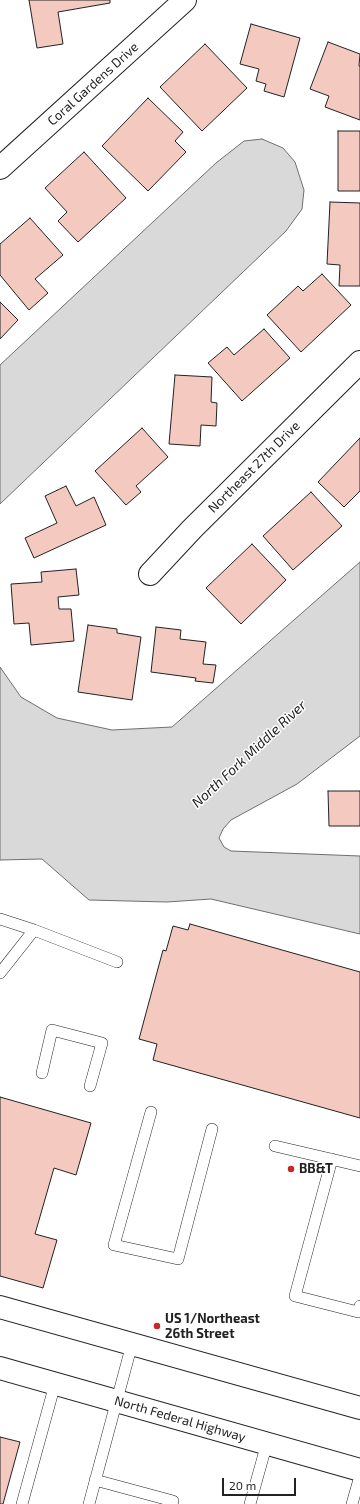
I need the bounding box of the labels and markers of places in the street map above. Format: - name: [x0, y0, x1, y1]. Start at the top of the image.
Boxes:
- place label: BB&T: [299, 1161, 333, 1177]
- marker: BB&T: [286, 1164, 296, 1174]
- place label: US 1/Northeast 26th Street: [165, 1311, 260, 1342]
- marker: US 1/Northeast 26th Street: [152, 1321, 162, 1331]

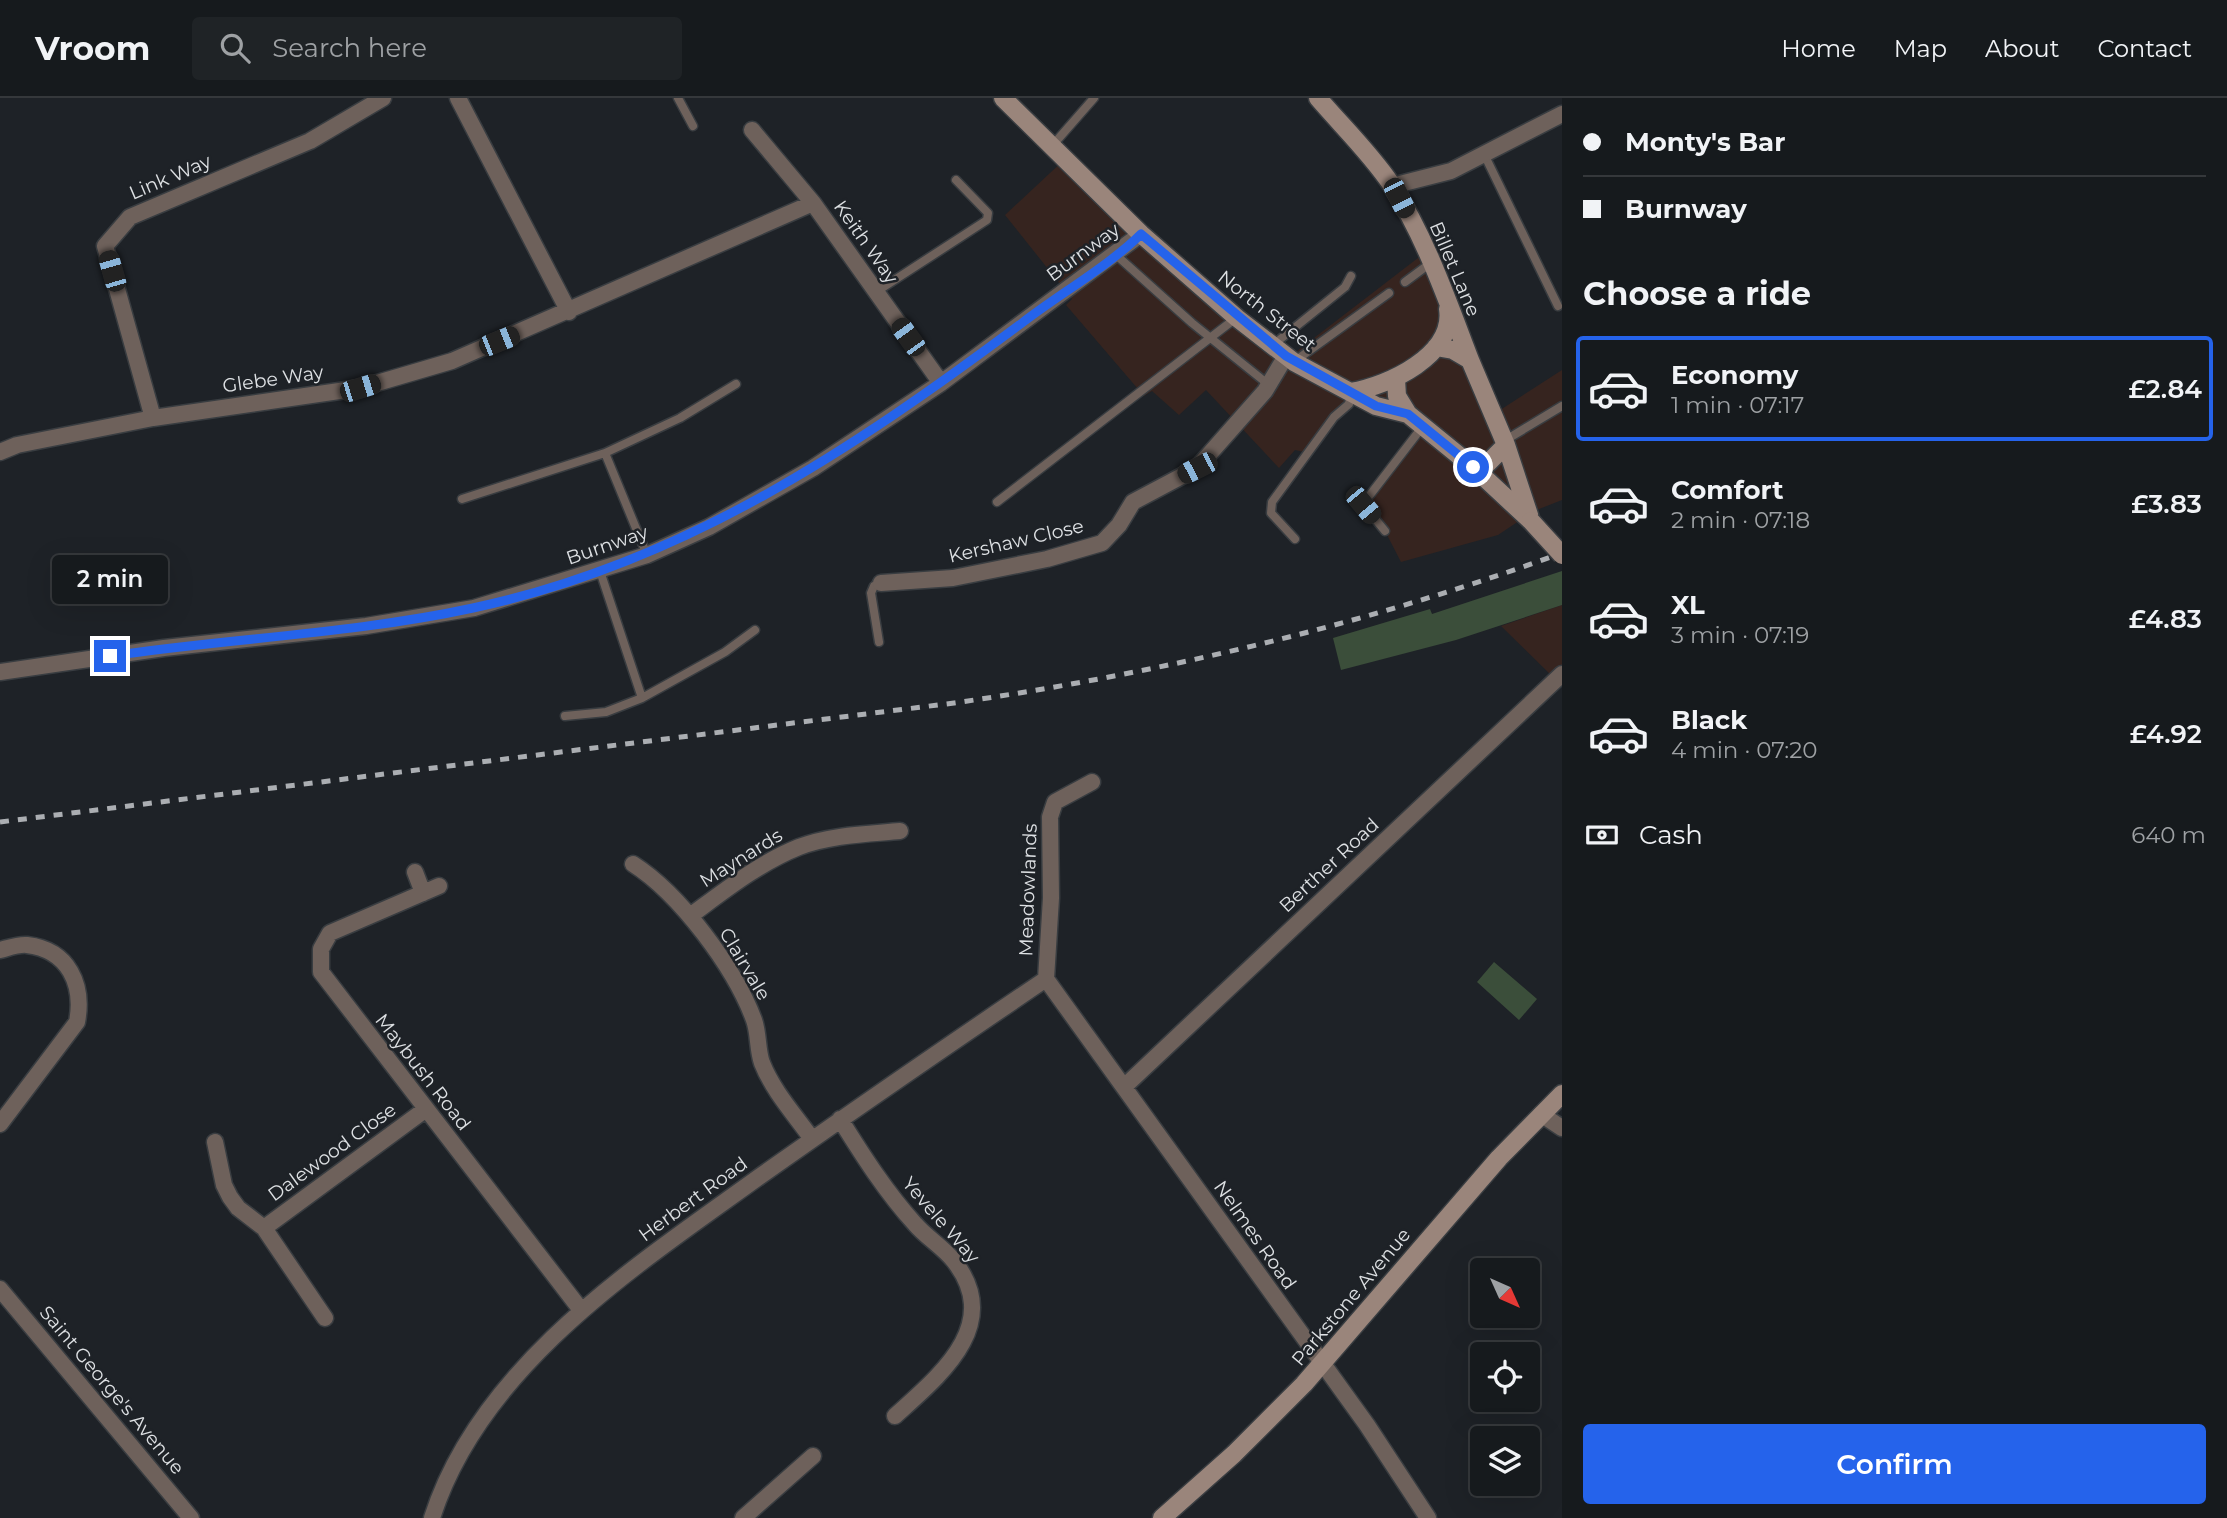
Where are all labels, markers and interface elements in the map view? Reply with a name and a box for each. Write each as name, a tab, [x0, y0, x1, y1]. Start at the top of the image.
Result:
search box	[192, 17, 682, 80]
text: Vroom	[35, 28, 150, 68]
icon: search	[216, 29, 254, 67]
text: Search here	[272, 32, 427, 64]
text: Home	[1781, 34, 1856, 63]
text: Map	[1894, 34, 1947, 63]
text: About	[1985, 34, 2059, 63]
text: Contact	[2097, 34, 2192, 63]
text: Monty's Bar	[1625, 126, 1785, 158]
street label: Link Way	[126, 149, 215, 205]
car	[1381, 175, 1418, 221]
text: Burnway	[1625, 193, 1747, 225]
street label: Keith Way	[829, 196, 903, 289]
street label: Burnway	[1042, 217, 1125, 286]
street label: Billet Lane	[1425, 218, 1485, 320]
car	[97, 248, 128, 294]
street label: North Street	[1213, 266, 1321, 357]
text: Choose a ride	[1583, 274, 1811, 313]
car	[888, 314, 929, 360]
car	[476, 323, 523, 359]
icon: car	[1587, 357, 1650, 420]
text: Economy	[1671, 359, 1798, 391]
street label: Glebe Way	[221, 360, 326, 397]
car	[337, 372, 384, 404]
text: £2.84	[2129, 373, 2202, 405]
text: 1 min · 07:17	[1671, 391, 1804, 419]
car	[1174, 449, 1221, 487]
route start	[1457, 451, 1489, 483]
icon: car	[1587, 472, 1650, 535]
text: Comfort	[1671, 474, 1783, 506]
car	[1342, 482, 1385, 528]
text: £3.83	[2131, 488, 2202, 520]
text: 2 min · 07:18	[1671, 506, 1810, 534]
street label: Kershaw Close	[946, 514, 1086, 568]
street label: Burnway	[563, 520, 651, 570]
callout: 2 min	[52, 554, 168, 603]
text: 2 min	[77, 565, 143, 593]
icon: car	[1587, 587, 1650, 650]
text: XL	[1671, 589, 1705, 621]
text: £4.83	[2129, 603, 2202, 635]
text: 3 min · 07:19	[1671, 621, 1809, 649]
route end	[94, 640, 126, 672]
icon: car	[1587, 702, 1650, 765]
text: Black	[1671, 704, 1747, 736]
text: £4.92	[2130, 718, 2202, 750]
text: 4 min · 07:20	[1671, 736, 1817, 764]
street label: Berther Road	[1274, 813, 1384, 917]
icon: cash	[1583, 816, 1621, 854]
text: Cash	[1639, 819, 1703, 851]
text: 640 m	[2131, 821, 2206, 849]
street label: Meadowlands	[1014, 823, 1042, 957]
street label: Maynards	[696, 824, 786, 892]
street label: Clairvale	[714, 924, 776, 1004]
street label: Maybush Road	[370, 1009, 476, 1135]
street label: Dalewood Close	[263, 1098, 401, 1206]
street label: Herbert Road	[634, 1152, 752, 1246]
street label: Yevele Way	[897, 1172, 985, 1268]
street label: Nelmes Road	[1209, 1176, 1301, 1294]
street label: Parkstone Avenue	[1287, 1223, 1415, 1371]
north arrow	[1470, 1258, 1540, 1328]
map controls	[1470, 1258, 1540, 1496]
street label: Saint George's Avenue	[35, 1301, 189, 1479]
button: locate	[1470, 1342, 1540, 1412]
button: Confirm	[1583, 1424, 2206, 1504]
button: layers	[1470, 1426, 1540, 1496]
__________
* [PROBLEM STATEMENT] Exactly and only the lines from the top of the records down to the line containing "Where are all" should be transcribed, please, without the pictures.

* [TASK OUTPUT]
I need the bounding box of the labels and markers of places in the street map above. Format: - name: [x0, y0, x1, y1]. Start at the top of the image.
Boxes:
- place label: BB&T: [299, 1161, 333, 1177]
- marker: BB&T: [286, 1164, 296, 1174]
- place label: US 1/Northeast 26th Street: [165, 1311, 260, 1342]
- marker: US 1/Northeast 26th Street: [152, 1321, 162, 1331]

Where are all labels, markers and interface elements in the map view? Reply with a name and a box for each. Write each as name, a tab, [x0, y0, x1, y1]. Start at the top of the image.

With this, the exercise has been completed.